● **WHAT IS REQUIRED**: Please filter the listing for the string "solid" and copy each matching line.
*** Opening DATA SHOWN ***
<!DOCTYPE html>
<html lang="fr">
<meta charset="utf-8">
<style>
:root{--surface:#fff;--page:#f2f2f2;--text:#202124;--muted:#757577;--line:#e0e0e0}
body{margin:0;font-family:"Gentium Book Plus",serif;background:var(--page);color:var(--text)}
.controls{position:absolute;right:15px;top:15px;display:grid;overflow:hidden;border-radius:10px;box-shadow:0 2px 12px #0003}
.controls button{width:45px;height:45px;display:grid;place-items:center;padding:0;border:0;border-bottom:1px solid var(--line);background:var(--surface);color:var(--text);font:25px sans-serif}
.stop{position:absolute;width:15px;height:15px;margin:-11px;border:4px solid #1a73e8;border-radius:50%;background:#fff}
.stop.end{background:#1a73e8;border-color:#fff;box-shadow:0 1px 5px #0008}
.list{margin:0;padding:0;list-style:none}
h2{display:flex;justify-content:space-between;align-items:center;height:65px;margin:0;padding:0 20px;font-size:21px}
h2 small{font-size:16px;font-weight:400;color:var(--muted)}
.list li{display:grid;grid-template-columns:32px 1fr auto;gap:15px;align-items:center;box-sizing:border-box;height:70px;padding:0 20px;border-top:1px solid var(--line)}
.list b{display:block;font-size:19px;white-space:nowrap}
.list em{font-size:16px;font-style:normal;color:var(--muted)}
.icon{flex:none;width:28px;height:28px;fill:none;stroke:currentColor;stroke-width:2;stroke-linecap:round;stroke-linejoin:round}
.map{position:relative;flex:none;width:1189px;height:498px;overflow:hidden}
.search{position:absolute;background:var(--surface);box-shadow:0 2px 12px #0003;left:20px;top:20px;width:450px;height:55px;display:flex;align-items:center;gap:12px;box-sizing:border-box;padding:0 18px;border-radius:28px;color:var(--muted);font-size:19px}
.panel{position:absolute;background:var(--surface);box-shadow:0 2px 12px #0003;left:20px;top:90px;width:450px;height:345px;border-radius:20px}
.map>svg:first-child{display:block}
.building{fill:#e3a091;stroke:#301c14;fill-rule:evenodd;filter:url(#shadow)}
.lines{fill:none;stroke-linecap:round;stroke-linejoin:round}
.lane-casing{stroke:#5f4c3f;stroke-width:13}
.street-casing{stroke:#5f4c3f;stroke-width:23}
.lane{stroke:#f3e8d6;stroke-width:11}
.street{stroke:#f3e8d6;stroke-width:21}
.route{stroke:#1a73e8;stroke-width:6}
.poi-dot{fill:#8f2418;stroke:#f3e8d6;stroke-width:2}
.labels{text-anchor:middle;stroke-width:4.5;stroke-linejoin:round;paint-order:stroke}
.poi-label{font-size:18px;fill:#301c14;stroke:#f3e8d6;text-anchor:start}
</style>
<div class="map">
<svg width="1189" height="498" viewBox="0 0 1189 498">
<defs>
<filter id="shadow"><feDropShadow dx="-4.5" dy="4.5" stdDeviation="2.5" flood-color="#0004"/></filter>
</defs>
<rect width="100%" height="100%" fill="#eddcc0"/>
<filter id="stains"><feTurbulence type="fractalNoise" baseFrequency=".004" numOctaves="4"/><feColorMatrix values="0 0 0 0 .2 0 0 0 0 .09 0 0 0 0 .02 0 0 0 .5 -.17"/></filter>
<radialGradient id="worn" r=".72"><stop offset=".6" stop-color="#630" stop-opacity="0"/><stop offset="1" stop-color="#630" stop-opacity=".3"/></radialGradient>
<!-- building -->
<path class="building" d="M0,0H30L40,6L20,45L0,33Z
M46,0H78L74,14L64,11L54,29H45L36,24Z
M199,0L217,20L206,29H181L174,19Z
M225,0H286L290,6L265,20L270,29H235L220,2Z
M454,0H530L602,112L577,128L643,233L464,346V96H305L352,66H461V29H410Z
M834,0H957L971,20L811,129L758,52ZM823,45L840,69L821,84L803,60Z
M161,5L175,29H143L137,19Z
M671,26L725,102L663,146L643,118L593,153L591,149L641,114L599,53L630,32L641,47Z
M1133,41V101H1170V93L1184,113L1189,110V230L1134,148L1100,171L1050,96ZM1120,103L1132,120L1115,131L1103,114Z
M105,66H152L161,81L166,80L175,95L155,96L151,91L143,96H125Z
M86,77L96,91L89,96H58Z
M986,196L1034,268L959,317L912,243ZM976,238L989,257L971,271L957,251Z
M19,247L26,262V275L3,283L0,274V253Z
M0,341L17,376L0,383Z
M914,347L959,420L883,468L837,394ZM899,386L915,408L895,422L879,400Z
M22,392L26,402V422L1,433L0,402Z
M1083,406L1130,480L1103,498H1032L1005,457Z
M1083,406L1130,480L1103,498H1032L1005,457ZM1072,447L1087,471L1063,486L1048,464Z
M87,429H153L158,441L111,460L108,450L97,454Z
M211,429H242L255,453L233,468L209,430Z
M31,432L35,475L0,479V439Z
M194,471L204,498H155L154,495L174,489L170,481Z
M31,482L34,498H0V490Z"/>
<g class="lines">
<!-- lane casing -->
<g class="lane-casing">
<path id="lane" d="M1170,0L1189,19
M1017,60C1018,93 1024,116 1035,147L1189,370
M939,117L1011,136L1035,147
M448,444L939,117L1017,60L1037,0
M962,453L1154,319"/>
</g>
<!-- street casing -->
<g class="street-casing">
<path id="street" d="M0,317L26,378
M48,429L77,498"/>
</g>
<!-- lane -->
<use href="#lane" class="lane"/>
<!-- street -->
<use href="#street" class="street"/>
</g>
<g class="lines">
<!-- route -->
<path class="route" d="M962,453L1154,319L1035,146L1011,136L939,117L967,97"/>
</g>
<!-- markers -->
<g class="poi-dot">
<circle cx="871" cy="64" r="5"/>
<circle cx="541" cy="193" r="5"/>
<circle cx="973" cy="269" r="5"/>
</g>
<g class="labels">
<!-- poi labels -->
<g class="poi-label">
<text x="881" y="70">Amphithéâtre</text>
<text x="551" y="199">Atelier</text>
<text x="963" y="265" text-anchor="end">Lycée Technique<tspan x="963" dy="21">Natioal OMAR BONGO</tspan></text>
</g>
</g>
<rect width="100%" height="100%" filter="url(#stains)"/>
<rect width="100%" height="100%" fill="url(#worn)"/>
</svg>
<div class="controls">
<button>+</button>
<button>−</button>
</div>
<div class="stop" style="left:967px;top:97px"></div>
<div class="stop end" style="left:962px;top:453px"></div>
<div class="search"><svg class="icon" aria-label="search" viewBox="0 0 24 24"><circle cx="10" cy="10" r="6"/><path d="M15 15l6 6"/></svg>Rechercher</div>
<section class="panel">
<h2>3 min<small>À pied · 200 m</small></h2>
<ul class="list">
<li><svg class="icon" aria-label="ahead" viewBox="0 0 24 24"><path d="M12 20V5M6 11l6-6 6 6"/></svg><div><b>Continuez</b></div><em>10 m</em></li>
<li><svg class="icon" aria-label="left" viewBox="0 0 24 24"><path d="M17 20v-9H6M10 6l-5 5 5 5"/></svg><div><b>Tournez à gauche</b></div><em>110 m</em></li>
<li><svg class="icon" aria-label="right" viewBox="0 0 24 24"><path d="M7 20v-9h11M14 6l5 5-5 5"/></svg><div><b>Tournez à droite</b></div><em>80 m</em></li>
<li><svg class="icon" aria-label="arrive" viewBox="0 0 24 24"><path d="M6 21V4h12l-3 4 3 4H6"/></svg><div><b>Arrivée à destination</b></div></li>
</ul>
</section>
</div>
*** Closing DATA SHOWN ***
● **RESPONSE**:
.controls button{width:45px;height:45px;display:grid;place-items:center;padding:0;border:0;border-bottom:1px solid var(--line);background:var(--surface);color:var(--text);font:25px sans-serif}
.stop{position:absolute;width:15px;height:15px;margin:-11px;border:4px solid #1a73e8;border-radius:50%;background:#fff}
.list li{display:grid;grid-template-columns:32px 1fr auto;gap:15px;align-items:center;box-sizing:border-box;height:70px;padding:0 20px;border-top:1px solid var(--line)}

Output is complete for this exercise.